Data records

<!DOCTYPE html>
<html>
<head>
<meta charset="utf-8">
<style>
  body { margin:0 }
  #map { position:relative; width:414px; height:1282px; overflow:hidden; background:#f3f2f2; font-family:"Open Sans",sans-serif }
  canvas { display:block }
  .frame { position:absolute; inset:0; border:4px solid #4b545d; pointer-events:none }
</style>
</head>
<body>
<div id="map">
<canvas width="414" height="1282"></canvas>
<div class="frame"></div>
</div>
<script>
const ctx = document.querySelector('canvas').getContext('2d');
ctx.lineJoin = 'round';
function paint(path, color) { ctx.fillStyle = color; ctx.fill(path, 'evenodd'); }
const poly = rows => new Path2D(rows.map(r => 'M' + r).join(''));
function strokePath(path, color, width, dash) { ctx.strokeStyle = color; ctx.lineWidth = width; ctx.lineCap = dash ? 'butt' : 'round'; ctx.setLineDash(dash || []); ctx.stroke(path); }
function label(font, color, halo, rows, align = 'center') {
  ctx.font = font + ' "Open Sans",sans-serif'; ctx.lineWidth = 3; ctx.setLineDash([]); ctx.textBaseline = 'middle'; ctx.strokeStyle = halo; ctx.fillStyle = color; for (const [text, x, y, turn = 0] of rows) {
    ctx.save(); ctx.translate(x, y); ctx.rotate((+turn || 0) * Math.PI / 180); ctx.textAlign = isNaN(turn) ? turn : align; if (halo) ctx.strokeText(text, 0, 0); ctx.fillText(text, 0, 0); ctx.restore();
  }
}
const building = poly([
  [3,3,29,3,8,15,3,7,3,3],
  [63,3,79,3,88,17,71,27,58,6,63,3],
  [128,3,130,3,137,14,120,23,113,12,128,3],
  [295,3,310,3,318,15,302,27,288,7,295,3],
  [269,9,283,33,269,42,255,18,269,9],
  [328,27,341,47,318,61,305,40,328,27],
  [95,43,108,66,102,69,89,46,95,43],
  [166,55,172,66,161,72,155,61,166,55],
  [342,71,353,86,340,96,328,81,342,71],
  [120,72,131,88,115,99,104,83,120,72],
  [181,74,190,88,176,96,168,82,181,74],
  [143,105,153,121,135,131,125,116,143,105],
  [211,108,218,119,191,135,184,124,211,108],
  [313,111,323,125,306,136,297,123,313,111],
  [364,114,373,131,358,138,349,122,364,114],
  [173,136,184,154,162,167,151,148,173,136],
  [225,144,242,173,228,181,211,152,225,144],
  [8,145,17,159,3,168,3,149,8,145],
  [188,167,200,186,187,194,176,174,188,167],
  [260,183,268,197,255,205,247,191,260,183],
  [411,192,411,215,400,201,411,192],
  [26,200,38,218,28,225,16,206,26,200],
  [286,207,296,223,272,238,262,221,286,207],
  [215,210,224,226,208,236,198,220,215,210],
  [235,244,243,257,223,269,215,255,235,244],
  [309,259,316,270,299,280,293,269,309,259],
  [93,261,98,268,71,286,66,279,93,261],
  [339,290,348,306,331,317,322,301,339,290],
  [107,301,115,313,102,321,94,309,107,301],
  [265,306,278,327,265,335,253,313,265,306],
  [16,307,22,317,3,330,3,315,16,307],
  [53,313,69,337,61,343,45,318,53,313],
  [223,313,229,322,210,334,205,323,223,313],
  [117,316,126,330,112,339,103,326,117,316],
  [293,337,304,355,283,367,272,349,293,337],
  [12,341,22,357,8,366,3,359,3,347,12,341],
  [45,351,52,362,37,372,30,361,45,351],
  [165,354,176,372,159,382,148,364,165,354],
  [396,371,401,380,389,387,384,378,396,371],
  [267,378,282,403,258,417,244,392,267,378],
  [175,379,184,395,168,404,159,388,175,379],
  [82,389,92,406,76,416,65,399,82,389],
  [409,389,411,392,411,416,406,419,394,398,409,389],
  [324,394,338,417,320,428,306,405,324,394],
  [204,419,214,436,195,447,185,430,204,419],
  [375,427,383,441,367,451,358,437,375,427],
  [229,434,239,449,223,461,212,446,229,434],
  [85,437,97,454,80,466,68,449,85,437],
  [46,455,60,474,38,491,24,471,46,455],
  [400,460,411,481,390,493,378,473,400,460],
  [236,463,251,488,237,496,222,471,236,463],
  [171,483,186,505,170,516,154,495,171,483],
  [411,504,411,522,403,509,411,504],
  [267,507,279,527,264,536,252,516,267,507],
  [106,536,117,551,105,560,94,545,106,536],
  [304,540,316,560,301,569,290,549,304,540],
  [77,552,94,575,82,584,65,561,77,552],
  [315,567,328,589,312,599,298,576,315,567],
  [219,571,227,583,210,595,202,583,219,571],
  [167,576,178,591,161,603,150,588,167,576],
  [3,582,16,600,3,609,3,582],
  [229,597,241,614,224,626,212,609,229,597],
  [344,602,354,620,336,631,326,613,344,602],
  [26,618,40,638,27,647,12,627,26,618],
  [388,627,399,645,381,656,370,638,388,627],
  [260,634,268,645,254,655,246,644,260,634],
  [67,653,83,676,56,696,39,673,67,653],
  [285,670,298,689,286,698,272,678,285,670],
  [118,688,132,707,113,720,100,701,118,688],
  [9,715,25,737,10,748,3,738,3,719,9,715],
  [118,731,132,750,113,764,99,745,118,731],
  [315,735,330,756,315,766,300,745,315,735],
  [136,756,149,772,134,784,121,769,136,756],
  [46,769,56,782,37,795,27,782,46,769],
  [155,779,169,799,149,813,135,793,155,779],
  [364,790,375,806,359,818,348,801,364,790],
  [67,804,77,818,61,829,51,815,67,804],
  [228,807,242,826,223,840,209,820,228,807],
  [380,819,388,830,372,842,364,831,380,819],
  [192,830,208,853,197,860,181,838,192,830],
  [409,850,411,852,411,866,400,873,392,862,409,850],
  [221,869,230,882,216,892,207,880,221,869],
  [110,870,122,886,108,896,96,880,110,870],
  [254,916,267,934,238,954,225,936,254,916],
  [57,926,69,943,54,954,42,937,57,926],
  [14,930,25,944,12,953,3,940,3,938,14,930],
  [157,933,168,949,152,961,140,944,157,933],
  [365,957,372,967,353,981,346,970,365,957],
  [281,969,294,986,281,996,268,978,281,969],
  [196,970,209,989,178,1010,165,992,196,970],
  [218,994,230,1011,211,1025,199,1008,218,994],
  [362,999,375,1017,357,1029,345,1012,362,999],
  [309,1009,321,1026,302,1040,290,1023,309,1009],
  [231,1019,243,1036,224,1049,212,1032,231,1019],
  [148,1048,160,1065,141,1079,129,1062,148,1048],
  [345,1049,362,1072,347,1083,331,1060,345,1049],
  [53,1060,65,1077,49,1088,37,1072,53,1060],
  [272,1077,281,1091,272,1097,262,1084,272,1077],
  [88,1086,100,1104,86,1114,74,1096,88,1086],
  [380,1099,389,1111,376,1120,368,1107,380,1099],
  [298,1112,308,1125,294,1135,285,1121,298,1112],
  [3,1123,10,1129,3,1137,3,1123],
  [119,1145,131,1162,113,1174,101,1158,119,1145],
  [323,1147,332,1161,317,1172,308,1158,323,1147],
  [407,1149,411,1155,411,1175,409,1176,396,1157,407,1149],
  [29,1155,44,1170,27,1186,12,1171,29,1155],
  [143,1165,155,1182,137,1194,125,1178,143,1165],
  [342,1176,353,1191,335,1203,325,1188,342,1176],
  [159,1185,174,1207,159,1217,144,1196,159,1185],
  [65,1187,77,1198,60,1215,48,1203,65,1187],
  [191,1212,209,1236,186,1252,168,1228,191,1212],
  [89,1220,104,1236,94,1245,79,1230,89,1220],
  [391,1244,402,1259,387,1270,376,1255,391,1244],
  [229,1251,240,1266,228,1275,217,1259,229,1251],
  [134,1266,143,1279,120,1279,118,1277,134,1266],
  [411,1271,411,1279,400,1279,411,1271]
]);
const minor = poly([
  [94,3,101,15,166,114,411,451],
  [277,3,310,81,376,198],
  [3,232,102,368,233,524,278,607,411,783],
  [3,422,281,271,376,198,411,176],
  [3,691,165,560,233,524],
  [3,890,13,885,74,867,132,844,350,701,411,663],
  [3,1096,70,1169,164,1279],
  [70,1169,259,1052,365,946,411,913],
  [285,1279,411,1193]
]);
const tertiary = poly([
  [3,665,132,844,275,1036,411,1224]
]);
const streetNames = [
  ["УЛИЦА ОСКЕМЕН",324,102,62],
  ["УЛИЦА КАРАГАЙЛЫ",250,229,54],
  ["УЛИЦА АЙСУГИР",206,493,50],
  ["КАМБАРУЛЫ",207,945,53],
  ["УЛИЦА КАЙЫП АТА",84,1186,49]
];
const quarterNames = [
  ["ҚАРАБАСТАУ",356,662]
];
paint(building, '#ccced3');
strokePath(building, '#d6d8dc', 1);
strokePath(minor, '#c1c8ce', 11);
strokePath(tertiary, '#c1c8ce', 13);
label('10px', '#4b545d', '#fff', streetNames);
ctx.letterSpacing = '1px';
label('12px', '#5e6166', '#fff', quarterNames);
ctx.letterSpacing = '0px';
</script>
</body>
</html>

What you have to do - How many lines of the data hold the string "fillStyle"? Reply with the number alone.

Exercise answer - 2